Shrimp & Chicken Jambalaya
main meals
POINTS® Value: 9 |
You get two heaping cups of this delicious Cajun specialty. It's a flavor-packed, filling meal any time of year. |
Ingredients
· 2 tsp olive oil
· 1 medium onion(s), sweet, chopped (about 1 cup)
· 1 medium green pepper(s), chopped (about 1 cup)
· 8 oz uncooked boneless, skinless chicken breast, cut into bite-size pieces
· 29 oz canned stewed tomatoes, undrained
· 12 oz shrimp, frozen ready-to-eat/cooked, thawed and drained
· 1 tsp Italian seasoning, dried
· 1 tsp hot pepper sauce
· 4 cup cooked brown rice
Instructions
· Heat oil in a large nonstick skillet over medium-high heat. Add onion and pepper; cook, stirring, until crisp-tender, about 5 minutes.

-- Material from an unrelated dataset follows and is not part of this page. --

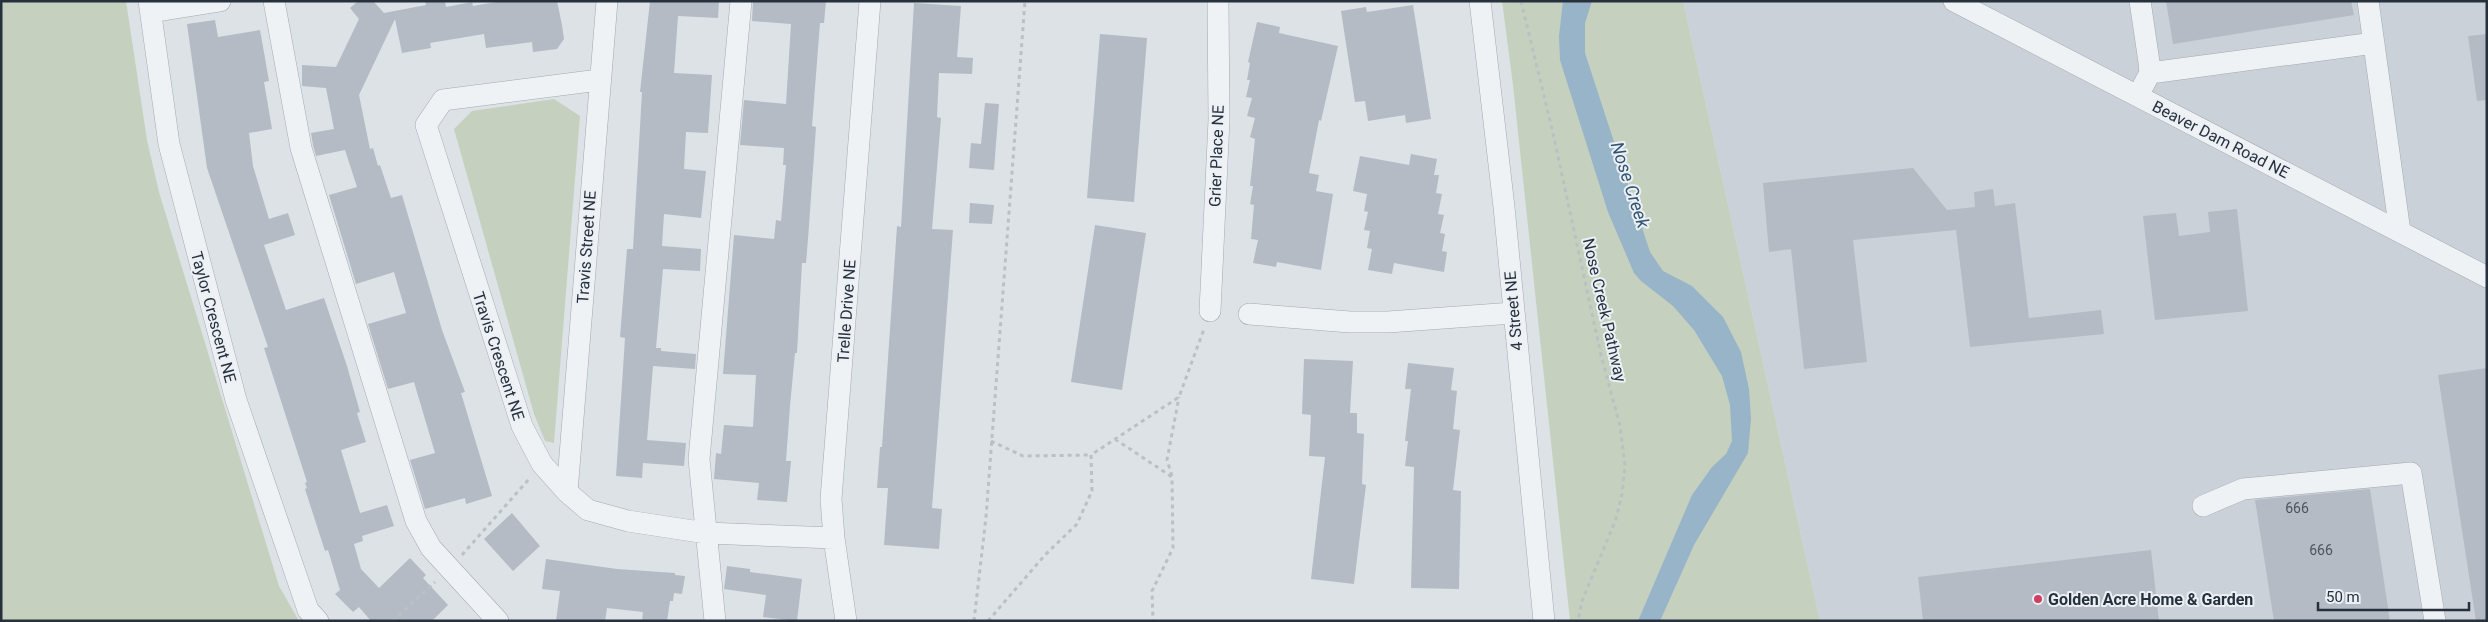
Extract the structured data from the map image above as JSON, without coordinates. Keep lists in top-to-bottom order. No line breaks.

· Stir in chicken; cook, stirring, until chicken is no longer pink, about 5 minutes.
· Stir in remaining ingredients, except rice; bring to a boil. Reduce heat; simmer, stirring occasionally, about 5 minutes more.
· Stir in rice; continue cooking until liquid is almost absorbed and rice is thoroughly heated, about 2 minutes. Yields about 2 cups per serving.
Notes
· This recipe also tastes great if you use lean pork tenderloin strips instead of chicken. And go ahead and toss some red beans into the cooked rice.